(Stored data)
○ ○ ○ ○

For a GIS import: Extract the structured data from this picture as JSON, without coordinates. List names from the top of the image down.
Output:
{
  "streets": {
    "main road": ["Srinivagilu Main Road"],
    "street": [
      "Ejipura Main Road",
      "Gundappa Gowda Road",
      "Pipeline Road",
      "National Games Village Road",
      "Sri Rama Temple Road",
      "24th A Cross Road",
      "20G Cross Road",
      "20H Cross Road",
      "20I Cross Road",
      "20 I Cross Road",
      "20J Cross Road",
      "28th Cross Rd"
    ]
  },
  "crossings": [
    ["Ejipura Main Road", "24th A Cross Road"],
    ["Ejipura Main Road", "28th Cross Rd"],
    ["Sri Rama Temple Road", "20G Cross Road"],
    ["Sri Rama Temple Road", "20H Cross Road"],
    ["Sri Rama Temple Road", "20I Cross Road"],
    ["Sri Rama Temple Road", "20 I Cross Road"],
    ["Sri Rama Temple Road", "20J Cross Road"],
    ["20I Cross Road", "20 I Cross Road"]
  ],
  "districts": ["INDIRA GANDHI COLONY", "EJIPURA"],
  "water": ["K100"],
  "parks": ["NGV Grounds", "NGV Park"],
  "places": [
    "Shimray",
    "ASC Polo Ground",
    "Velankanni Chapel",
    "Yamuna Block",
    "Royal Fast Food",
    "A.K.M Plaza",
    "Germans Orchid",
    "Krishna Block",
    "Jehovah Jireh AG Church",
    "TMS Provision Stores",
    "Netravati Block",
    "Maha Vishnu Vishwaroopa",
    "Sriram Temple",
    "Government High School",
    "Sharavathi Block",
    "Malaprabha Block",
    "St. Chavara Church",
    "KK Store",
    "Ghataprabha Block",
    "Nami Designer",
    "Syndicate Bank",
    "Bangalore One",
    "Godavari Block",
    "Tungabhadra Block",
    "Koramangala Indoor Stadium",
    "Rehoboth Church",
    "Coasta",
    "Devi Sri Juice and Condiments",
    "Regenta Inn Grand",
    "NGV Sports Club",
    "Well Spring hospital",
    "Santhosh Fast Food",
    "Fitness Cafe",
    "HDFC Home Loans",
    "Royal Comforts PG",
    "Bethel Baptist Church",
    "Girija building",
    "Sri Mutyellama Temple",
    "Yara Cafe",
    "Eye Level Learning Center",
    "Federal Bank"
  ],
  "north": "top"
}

○ ○ ○ ○

§ **To do**: Filter the entries above down to the lines containing the word "Main".

§ **Exercise result**:
    "main road": ["Srinivagilu Main Road"],
      "Ejipura Main Road",
    ["Ejipura Main Road", "24th A Cross Road"],
    ["Ejipura Main Road", "28th Cross Rd"],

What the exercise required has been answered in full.